TONY HAWKS: I had a great adventure about a decade or so ago when I put a fridge beside the side of the road in Ireland and decided to hitchhike around that country. I couldn't have expected it to go as well as it did, but these people embraced me, took me to their hearts. The silliness of it all somehow seemed to make them want to shower me with generosity. And I would advise everybody here if they are feeling a little bit stuck perhaps in a little rut in their particular walk of life at the moment, haven't found a career they're happy with, take a white good, place it by the side of the road, embrace...

BUZZ

NP: Ross challenged.

ROSS NOBLE: It's repetition of road, side of the road.

NP: Yes, on the road because you started on the road, didn't you.

TH: I did.

PAUL MERTON: Nevertheless very sound advice in this economic climate!

RN: I had to buzz because the way he was going, he was going to start signing his book!

PM: Oh did you manage to get a book out of it, Tony?

RN: I've got some merchandise for sale, if anyone's interested.

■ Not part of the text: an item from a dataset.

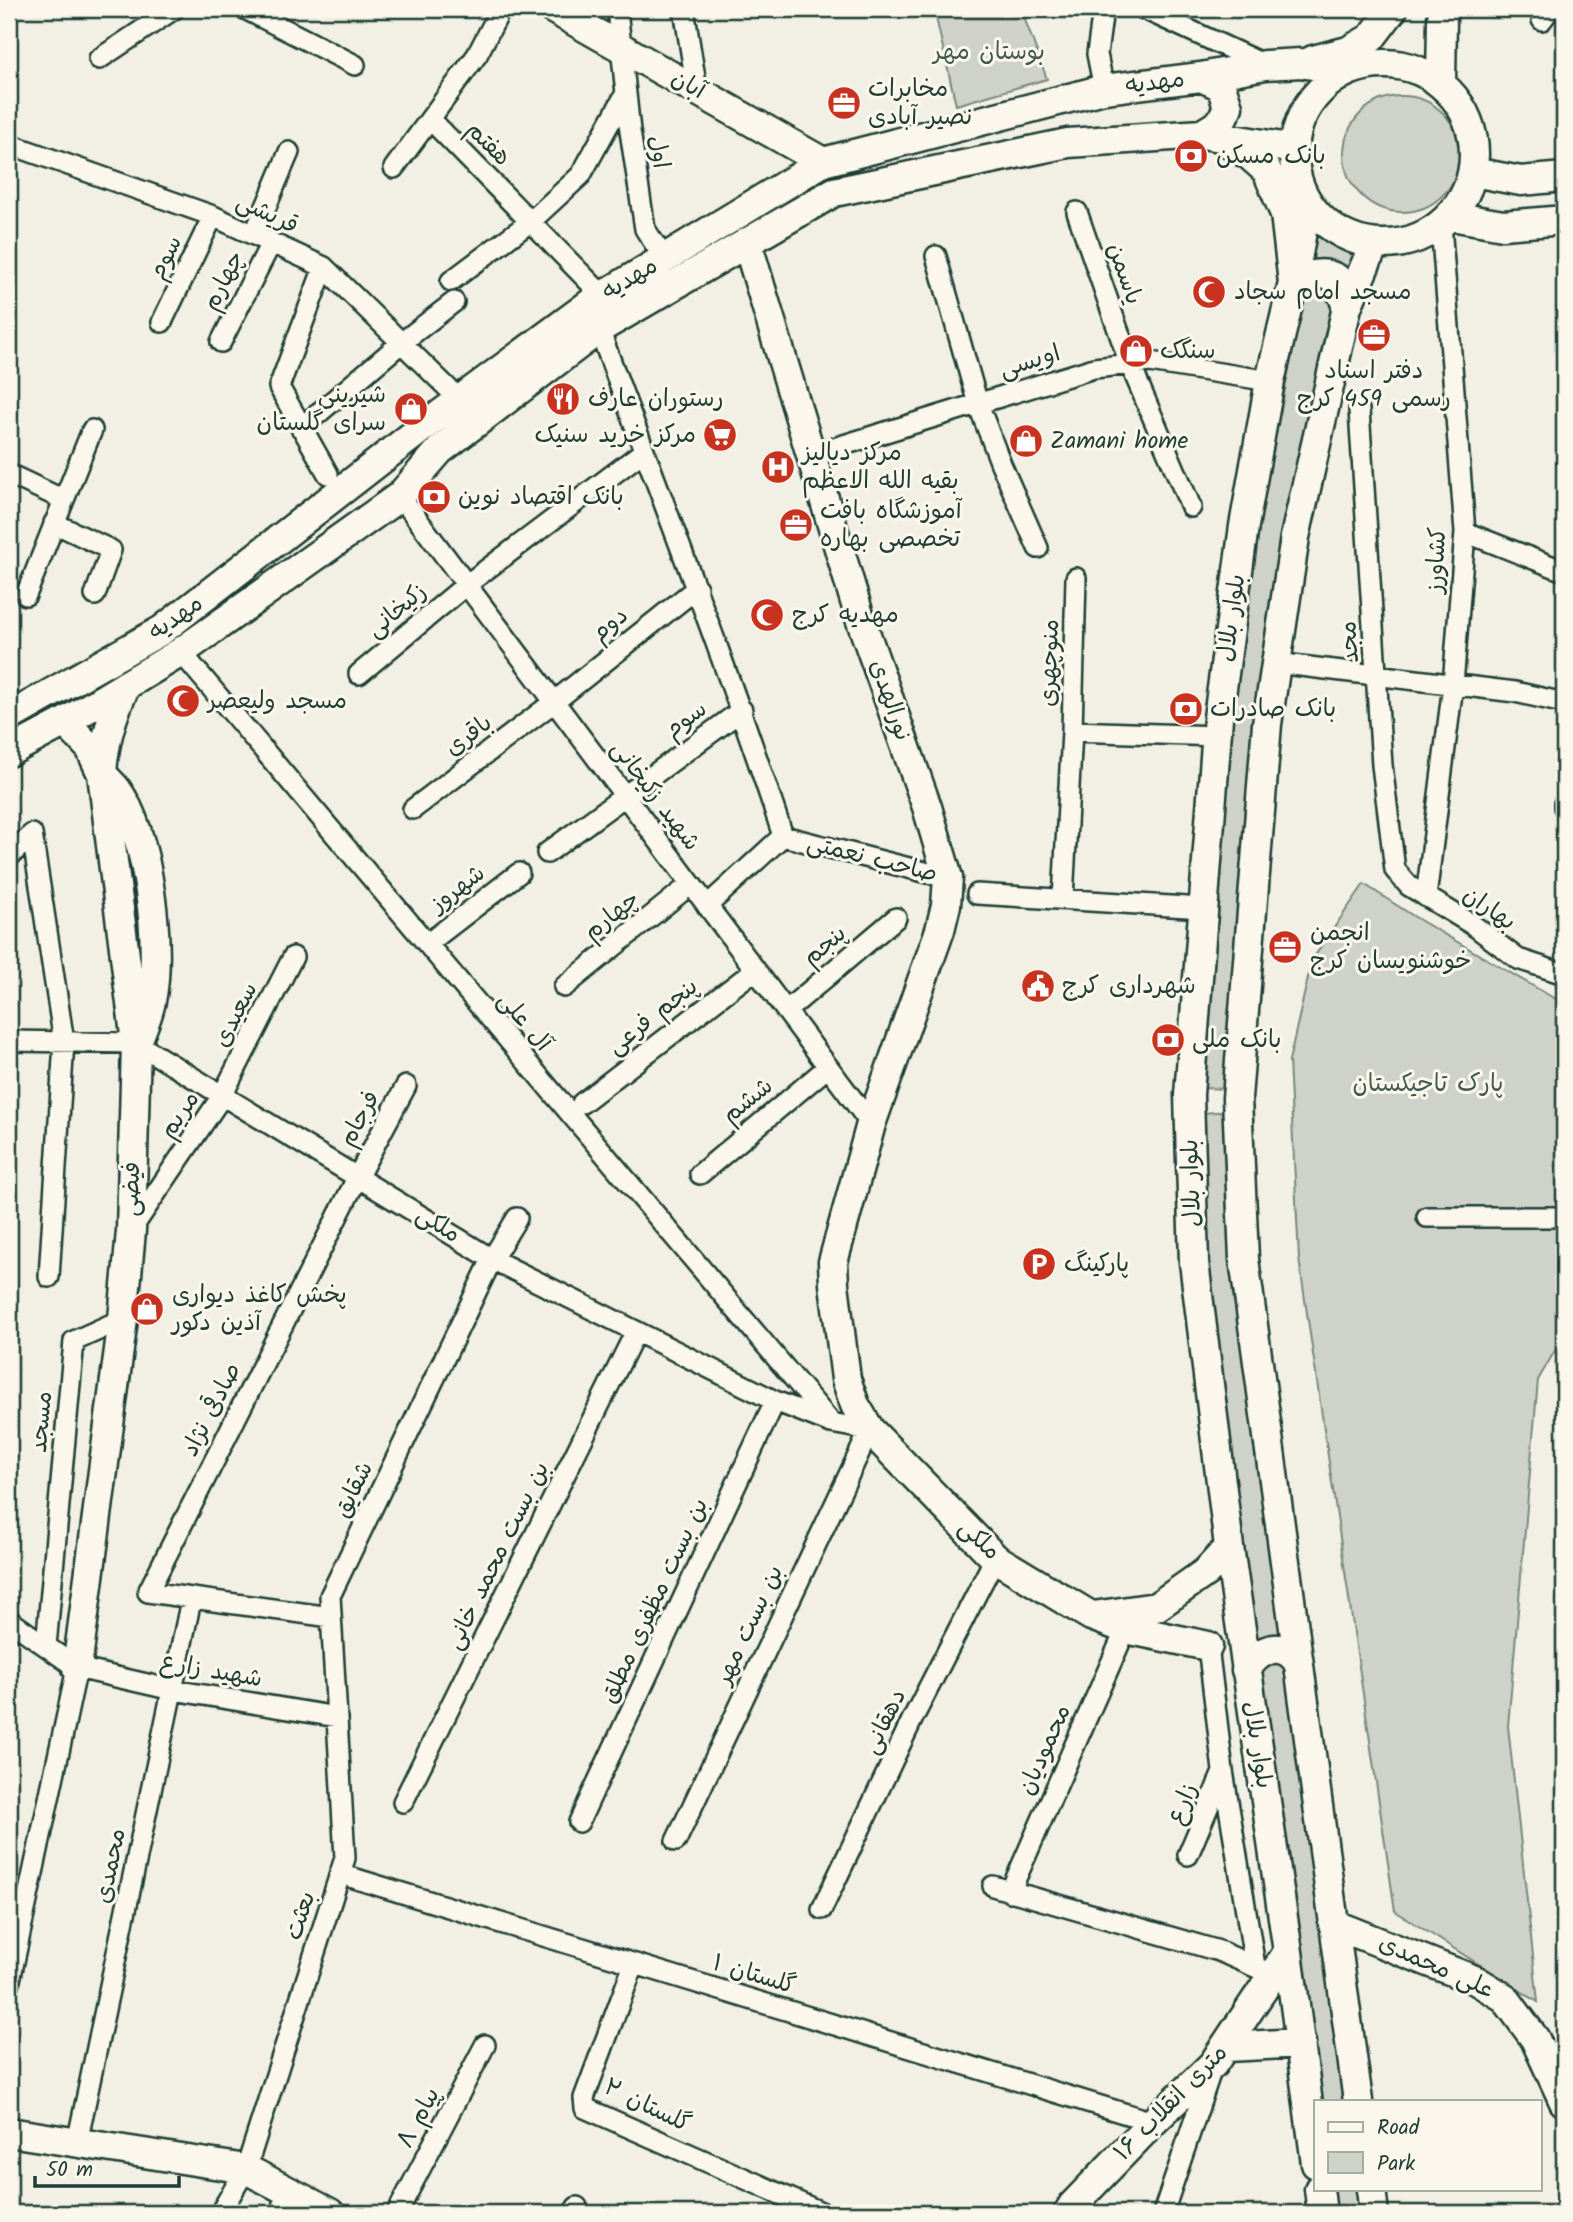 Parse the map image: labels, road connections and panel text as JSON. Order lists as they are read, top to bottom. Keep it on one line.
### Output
{"streets":{"main road":["مهدیه","آبان","بلوار بلال","نورالهدی","صاحب نعمتی","فیضی","ملکی","علی محمدی","۱۶ متری انقلاب"],"street":["هفتم","اول","قریشی","سوم","یاسمن","چهارم","اویسی","کشاورز","زکیخانی","دوم","مجد","منوچهری","باقری","شهید زکیخانی","شهروز","بهاران","پنجم","سعیدی","پنجم فرعی","آل علی","ششم","مریم","فرجام","صادقی نژاد","مسجد","شقایق","بن بست محمد خانی","بن بست مظفری مطلق","بن بست مهر","شهید زارع","دهقانی","محمودیان","زارع","محمدی","بعثت","گلستان ۱","گلستان ۲","پیام ۸"]},"crossings":[["مهدیه","آبان"],["مهدیه","هفتم"],["مهدیه","اول"],["مهدیه","قریشی"],["مهدیه","کشاورز"],["مهدیه","بلوار بلال"],["مهدیه","نورالهدی"],["مهدیه","شهید زکیخانی"],["مهدیه","صاحب نعمتی"],["مهدیه","آل علی"],["آبان","اول"],["قریشی","سوم"],["قریشی","چهارم"],["سوم","شهید زکیخانی"],["سوم","صاحب نعمتی"],["یاسمن","اویسی"],["چهارم","شهید زکیخانی"],["اویسی","بلوار بلال"],["اویسی","نورالهدی"],["کشاورز","بلوار بلال"],["کشاورز","بهاران"],["زکیخانی","شهید زکیخانی"],["بلوار بلال","منوچهری"],["بلوار بلال","علی محمدی"],["بلوار بلال","۱۶ متری انقلاب"],["دوم","باقری"],["دوم","شهید زکیخانی"],["دوم","صاحب نعمتی"],["مجد","بهاران"],["نورالهدی","صاحب نعمتی"],["باقری","شهید زکیخانی"],["شهید زکیخانی","صاحب نعمتی"],["شهید زکیخانی","پنجم"],["شهید زکیخانی","پنجم فرعی"],["شهید زکیخانی","ششم"],["صاحب نعمتی","ملکی"],["صاحب نعمتی","بن بست مهر"],["شهروز","آل علی"],["سعیدی","مریم"],["سعیدی","ملکی"],["آل علی","ملکی"],["مریم","فیضی"],["مریم","ملکی"],["فرجام","ملکی"],["فرجام","صادقی نژاد"],["فیضی","ملکی"],["فیضی","مسجد"],["فیضی","شهید زارع"],["ملکی","صادقی نژاد"],["ملکی","شقایق"],["ملکی","بن بست محمد خانی"],["ملکی","بن بست مظفری مطلق"],["ملکی","بن بست مهر"],["ملکی","دهقانی"],["ملکی","محمودیان"],["صادقی نژاد","محمدی"],["شقایق","بعثت"],["شهید زارع","محمدی"],["شهید زارع","بعثت"],["محمودیان","۱۶ متری انقلاب"],["بعثت","گلستان ۱"],["گلستان ۱","۱۶ متری انقلاب"],["گلستان ۱","گلستان ۲"]],"parks":["بوستان مهر","پارک تاجیکستان"],"places":{"office":["مخابرات نصیر آبادی","دفتر اسناد رسمی 459 کرج","آموزشگاه بافت تخصصی بهاره","انجمن خوشنویسان کرج"],"bank":["بانک مسکن","بانک اقتصاد نوین","بانک صادرات","بانک ملی"],"mosque":["مسجد امام سجاد","مهدیه کرج","مسجد ولیعصر"],"shop":["سنگک","شیرینی سرای گلستان","Zamani home","پخش کاغذ دیواری آذین دکور"],"restaurant":["رستوران عارف"],"supermarket":["مرکز خرید سنیک"],"hospital":["مرکز دیالیز بقیه الله الاعظم"],"public building":["شهرداری کرج"],"parking":["پارکینگ"]},"legend":["Road","Park"],"scale_bar":"50 m"}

NP: So that was a correct challenge Ross, and in this game whoever has a correct challenge gets a point for that. So Ross Noble has a point and he has the subject and he has 23 seconds, a great adventure starting now.

RN: I'm hoping to have a great adventure one week from today. My plan is to ride from Cape Town up through Namibia and across to Victoria Falls. I haven't yet got a map for the Skeleton Coast but I'm planning on buying a picture of Victoria Beckham...

BUZZ

NP: Sheila challenged.

SHEILA HANCOCK: Planning, I think he had two plannings.

NP: Planning yes.

RN: It's the only planning I've done so yeah.

NP: Sheila you had a correct challenge, you get a point for that and you now have eight seconds, tell us something about a great adventure starting now.

SH: Peter Pan thought that death was a really big adventure, so I hope he's right because I am getting nearer to it every minute! However...

WHISTLE

NP: That round of applause when she said she's getting nearer to it, then they all clapped. And actually also for speaking as the whistle went, she got another point for that...

SH: Am I winning? I'm winning! Let's stop! Right!

NP: And we'd like you to take the next round as well.

SH: Oh God.

NP: The subject is, is memoirs.

SH: Oh.

NP: Tell us something about memoirs in this game starting now.

SH: I understand there's a difference between memoirs and autobiography. The latter being more a history of the life, from birth to death whereas...

BUZZ

NP: Paul challenged.

SH: No, it was the last time I said death.

PM: Yeah, no I'd just say autobiography can't really be a history of your life to death, because I assume you'll be, you don't know when you are going to die when you are writing your autobiography.

SH: Yeah that's a point.

PM: Unless you sort of leave the last word until you really know.

SH: Yeah.

PM: And you might be sitting there for years, just wanting to write the word aubergine and then...

TH: The last bit gets finished by a ghost writer.

SH: Yeah yes.

NP: No you can't wriggle out of it like that.

PM: That was a curious mixture of groaning and clapping.

NP: A biography yes but not an autobiography.

SH: Not an autobiography, no, you're right.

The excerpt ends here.